PlatinumGames director Atsuhi Inaba suggested that they are willing to join a big company as long as their freedom is respected.
PlatinumGames CEO has hinted that studio Bayonetta would be willing to support future acquisition talks, if their freedom is secured. Speaking to major news outlets following his recent promotions to president and chief executive officer, Atsushi Inaba was asked about consolidation in the gaming industry, marked by the most significant milestone with Microsoft’s acquisition of Activision Blizzard worth $70 billion and whether Platinum is open to offering.
Inaba responded by saying he’s open to any possibility, as long as Platinum has the independent capabilities he expects Microsoft to provide to Activision once the deal is complete. “The most important thing for us is to have the freedom to make the games we want to make,” he said. “From what I’ve heard about the recent acquisitions, I don’t think Microsoft will start managing Activision but will also take away their freedom. I don’t support partnerships in this way.” “I think there is going to be a lot of mutual respect there and I think Activision will be able to continue to do what they do best. It’s also of the utmost importance to us, whatever form is appropriate for the company we’re working for. So I won’t refuse anything, as long as our freedom is respected.”

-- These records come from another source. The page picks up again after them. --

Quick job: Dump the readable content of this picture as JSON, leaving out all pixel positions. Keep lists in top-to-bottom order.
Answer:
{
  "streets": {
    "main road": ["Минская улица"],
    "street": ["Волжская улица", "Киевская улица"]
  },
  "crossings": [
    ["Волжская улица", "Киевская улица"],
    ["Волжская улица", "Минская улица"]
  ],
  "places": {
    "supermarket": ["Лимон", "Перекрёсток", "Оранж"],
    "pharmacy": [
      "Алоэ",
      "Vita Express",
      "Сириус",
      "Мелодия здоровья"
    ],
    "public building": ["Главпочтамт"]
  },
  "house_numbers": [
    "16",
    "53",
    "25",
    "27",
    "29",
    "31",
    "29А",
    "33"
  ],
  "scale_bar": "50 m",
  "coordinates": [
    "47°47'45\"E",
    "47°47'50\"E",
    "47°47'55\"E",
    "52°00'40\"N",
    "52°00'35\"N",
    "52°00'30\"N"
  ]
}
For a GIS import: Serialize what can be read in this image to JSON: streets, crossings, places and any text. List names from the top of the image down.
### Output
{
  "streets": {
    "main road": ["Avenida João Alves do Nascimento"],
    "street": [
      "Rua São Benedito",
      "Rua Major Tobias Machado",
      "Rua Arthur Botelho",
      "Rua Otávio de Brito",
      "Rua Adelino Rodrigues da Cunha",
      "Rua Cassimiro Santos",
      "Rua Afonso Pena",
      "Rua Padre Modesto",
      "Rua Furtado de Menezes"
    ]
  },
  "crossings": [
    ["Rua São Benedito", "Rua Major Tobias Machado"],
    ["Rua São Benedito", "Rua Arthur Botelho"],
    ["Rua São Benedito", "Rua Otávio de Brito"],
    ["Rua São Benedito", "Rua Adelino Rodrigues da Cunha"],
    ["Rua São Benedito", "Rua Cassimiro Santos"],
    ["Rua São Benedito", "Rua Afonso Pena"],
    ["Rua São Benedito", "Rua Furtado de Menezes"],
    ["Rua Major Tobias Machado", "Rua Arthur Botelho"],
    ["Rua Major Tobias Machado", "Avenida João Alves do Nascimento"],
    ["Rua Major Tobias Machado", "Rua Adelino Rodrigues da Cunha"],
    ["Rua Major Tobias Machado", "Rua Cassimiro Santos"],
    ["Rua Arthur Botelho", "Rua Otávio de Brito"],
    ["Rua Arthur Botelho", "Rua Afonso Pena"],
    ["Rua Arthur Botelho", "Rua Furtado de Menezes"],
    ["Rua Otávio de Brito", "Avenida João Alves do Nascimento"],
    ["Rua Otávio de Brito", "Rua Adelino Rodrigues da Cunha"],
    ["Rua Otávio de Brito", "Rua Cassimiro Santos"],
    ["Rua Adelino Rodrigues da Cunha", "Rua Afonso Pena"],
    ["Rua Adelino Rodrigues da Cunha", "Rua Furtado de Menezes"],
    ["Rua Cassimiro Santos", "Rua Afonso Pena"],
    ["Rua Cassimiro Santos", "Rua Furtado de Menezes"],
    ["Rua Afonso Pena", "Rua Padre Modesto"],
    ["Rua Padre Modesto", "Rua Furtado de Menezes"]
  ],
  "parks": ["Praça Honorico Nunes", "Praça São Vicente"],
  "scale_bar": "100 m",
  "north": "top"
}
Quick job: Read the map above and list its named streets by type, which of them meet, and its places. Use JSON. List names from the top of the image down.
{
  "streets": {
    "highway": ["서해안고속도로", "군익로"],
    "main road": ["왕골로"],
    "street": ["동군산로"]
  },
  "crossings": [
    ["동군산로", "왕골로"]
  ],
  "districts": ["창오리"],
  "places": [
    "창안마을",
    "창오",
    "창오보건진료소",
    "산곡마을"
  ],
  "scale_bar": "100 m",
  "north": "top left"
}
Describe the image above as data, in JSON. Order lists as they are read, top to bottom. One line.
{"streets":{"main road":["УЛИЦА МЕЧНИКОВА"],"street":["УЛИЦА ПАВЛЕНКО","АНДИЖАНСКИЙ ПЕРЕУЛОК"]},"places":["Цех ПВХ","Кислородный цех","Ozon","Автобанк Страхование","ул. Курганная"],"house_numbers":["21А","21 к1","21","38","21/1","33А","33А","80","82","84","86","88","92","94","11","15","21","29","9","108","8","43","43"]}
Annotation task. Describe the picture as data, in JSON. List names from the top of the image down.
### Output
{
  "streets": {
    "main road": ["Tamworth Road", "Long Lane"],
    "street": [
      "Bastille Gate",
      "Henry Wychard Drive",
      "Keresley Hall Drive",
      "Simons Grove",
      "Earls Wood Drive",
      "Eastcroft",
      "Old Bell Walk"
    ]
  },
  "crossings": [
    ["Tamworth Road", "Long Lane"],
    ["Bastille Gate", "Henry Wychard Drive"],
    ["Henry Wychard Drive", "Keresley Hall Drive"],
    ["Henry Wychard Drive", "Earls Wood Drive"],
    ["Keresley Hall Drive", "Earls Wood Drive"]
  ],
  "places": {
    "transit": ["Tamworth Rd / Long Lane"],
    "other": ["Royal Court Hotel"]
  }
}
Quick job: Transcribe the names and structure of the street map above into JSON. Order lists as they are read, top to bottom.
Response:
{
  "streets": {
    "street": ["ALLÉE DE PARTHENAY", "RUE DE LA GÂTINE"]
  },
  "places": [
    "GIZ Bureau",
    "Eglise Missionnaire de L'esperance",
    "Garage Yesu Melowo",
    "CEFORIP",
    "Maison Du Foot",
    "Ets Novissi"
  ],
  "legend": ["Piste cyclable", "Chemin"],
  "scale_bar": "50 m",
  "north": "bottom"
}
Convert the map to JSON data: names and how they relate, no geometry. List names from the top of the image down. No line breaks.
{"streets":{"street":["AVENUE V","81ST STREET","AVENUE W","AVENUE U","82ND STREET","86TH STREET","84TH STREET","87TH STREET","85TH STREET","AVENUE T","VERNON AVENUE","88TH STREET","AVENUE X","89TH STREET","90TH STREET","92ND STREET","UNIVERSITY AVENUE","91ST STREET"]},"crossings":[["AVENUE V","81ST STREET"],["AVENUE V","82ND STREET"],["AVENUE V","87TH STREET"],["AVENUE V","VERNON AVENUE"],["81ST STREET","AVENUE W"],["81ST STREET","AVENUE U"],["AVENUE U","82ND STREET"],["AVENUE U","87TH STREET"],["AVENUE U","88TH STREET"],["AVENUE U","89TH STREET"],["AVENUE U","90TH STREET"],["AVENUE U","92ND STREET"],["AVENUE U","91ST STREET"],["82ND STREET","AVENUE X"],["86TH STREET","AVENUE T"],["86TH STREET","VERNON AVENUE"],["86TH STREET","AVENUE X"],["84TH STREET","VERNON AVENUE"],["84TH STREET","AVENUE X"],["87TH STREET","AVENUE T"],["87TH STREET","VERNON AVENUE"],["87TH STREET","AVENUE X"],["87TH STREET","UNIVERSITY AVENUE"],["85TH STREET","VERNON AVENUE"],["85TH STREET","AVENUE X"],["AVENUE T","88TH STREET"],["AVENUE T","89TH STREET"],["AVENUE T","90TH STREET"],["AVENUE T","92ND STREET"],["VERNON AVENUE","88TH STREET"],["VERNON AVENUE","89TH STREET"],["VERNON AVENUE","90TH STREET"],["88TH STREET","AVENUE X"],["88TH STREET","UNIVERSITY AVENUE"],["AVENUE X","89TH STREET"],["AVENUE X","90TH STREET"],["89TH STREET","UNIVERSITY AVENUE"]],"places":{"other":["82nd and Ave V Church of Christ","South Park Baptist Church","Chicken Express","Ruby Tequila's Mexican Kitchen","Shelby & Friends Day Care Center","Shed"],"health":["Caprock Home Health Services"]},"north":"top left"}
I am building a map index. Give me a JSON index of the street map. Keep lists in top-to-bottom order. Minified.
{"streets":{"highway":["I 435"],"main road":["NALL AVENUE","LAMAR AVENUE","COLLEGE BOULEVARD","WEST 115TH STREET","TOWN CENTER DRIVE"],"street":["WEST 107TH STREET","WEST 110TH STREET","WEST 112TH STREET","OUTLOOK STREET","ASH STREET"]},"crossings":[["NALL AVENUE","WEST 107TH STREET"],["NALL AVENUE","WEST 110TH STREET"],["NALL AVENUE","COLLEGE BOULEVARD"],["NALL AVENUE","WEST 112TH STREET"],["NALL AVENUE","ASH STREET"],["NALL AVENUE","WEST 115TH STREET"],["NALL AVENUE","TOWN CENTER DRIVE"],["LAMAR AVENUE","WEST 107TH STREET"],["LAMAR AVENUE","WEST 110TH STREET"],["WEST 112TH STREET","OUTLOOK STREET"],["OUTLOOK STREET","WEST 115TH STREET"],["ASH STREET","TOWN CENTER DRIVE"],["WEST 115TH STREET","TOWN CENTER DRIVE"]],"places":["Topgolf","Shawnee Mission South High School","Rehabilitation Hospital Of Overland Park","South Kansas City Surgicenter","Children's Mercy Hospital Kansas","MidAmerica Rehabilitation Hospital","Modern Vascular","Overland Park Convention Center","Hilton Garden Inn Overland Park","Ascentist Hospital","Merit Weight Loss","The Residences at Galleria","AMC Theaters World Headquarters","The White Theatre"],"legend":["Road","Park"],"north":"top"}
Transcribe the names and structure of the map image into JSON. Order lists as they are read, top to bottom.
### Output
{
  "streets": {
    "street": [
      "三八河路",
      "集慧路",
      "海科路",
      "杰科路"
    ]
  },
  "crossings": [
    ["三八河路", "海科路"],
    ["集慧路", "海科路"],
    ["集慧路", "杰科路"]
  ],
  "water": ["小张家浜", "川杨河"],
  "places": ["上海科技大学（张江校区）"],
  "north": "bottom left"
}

Inaba has previously hinted that Platinum would not be interested in selling to Microsoft, which has publicly stated its desire to add the Japanese studio to its first-party list if the deal goes through. Platinum is one of Japan’s most popular indie game developers, known for its remarkable track record in creating unique games such as Bayonetta, The Wonderful 101, Vanquish, and Astral Chain, as well as others. Popular collaborations on titles like Metal Gear Rising, NieR Automata, and Star Fox Zero.
In 2020, Platinum received an investment from China’s Tencent corporation (as did Activision Blizzard before the Microsoft deal). M&A activity in the games industry hits a record $85 billion in 2021 and is forecast to hit $150 billion this year, but the recent growth in M&A activity doesn’t appear to have reached the studio until from Japan. In the past, the country’s developers have merged including Koei Tecmo, Bandai Namco, Sega Sammy and Square Enix but we haven’t seen anything special yet, not to mention the $3 Bungie deal. PlayStation’s $0.6 billion deal, not to mention Microsoft’s $70 billion Activision deal.
When asked why Japan’s biggest companies don’t seem to merge as often as Western companies, Inaba said he’s surprised there aren’t more mergers and acquisitions. “I agree, you don’t see that much in Japan and personally, I think it’s weird,” he said. “For some big company with all their money, sometimes you think, ‘come on! Let’s buy some company up already! “It’s strange to see Japanese companies being so passive.”
Japan-based analyst Dr. Serkan Toto recently said he believes it will be difficult for Western corporations like Microsoft to acquire major Japanese game makers due to cultural differences. . “Nothing can be ruled out in this day and age,” said Toto. “But in a sense, Microsoft’s takeover of a major Japanese game publisher would be bigger news than the Activision deal. So far, no foreign game company has been able to acquire a well-known Japanese studio.